Hemp is sustainable and feels wonderful. So why aren't we wearing it all the time?

Hemp is sustainable and feels wonderful. So why aren't we wearing it all the time?

Besides being fabulous in your summer wardrobe (hemp is crisp like linen, naturally sweat-wicking and anti-odor), hemp is also a fabulously sustainable plant. High-yielding, doesn't require pesticides or fertilizer (in fact, it replenishes the soil!), and uses less water than cotton.

Hemp has been used for textiles for a millennia. It even has a rich history in America. The sails that brought the Nina, Pinta, and Santa Maria over the ocean were made from hemp. 90% of paper before 1883 was made from hemp, including most of our founding documents.
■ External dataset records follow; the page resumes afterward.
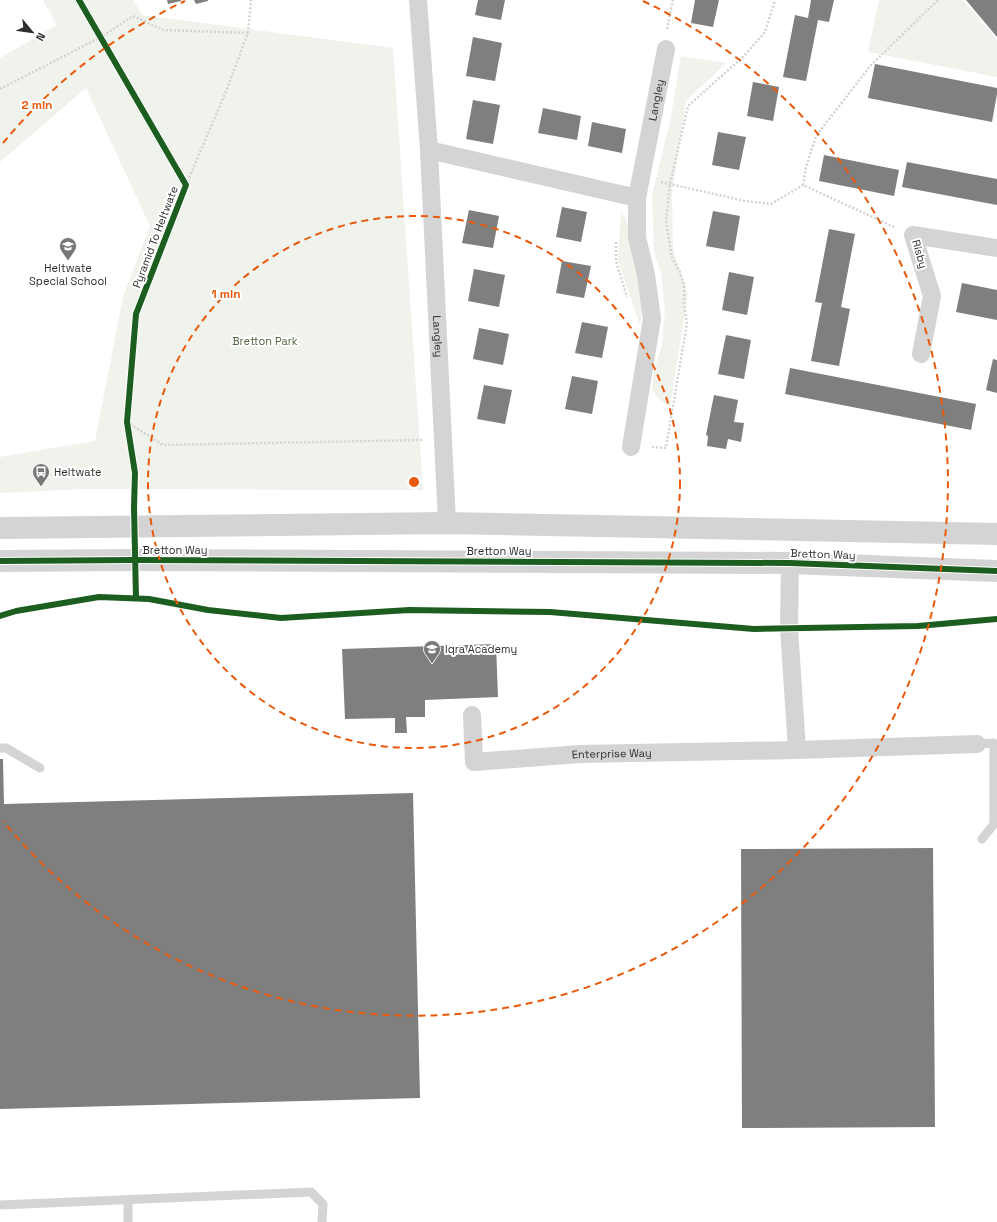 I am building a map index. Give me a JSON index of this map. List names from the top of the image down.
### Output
{
  "streets": {
    "street": [
      "Langley",
      "Risby",
      "Bretton Way",
      "Enterprise Way"
    ],
    "cycle path": ["Pyramid To Heltwate"]
  },
  "crossings": [
    ["Langley", "Bretton Way"]
  ],
  "parks": ["Bretton Park"],
  "places": {
    "school or university": ["Heltwate Special School", "Iqra Academy"],
    "bus stop": ["Heltwate"]
  },
  "north": "bottom right",
  "rings": ["2 min", "1 min"]
}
Benjamin Franklin's kite string was made of hemp. George Washington, in a letter in 1794, instructed his gardener to sow hemp into his gardens anywhere they could find space. 

George Washington in a hemp field

(George Washington Hemp Farmer, Aia Leu)

In spite of its illustrious beginning, growing hemp was outlawed in the US following sweeping anti-drug legislation in 1937. Embarrassingly this was almost immediately rolled back for the 1940s "Hemp for Victory" movement, and reinstated after the war. The law was finally repealed in 2018 when Mitch McConnell backed its use as a cash crop for Kentucky farmers since tobacco prices have plummeted. CBD growers jumped on the new plant and we saw a strong boom & bust. Hemp has since fizzled out in the US and most of our hemp products come from China. 

Cotton Vs. Hemp

"Cotton is King" in the US, due to our history of slavery and heavy subsidies, so let's compare hemp to the fiber we're most familiar with.

Both are cellulose (plant-based) fibers. Cotton grows as a "boll." Hemp fibers are "bast" fibers, which means they come from the inner bark of the stalk. (Linen also comes from bast fibers!) 

Cotton boll and hemp bast fibers

Hemp grown for fiber has only tiny amounts of CBD or THC, not enough to get you high. It is bred to be tall and leggy with few branches for extra long fibers. Current breeds can grow 20 feet tall! Cannibis hemp, on the other hand, is bred to maximize the number of flowers. Therefore the two are very easy to distinguish, as cannibis plants are much shorter and bushier.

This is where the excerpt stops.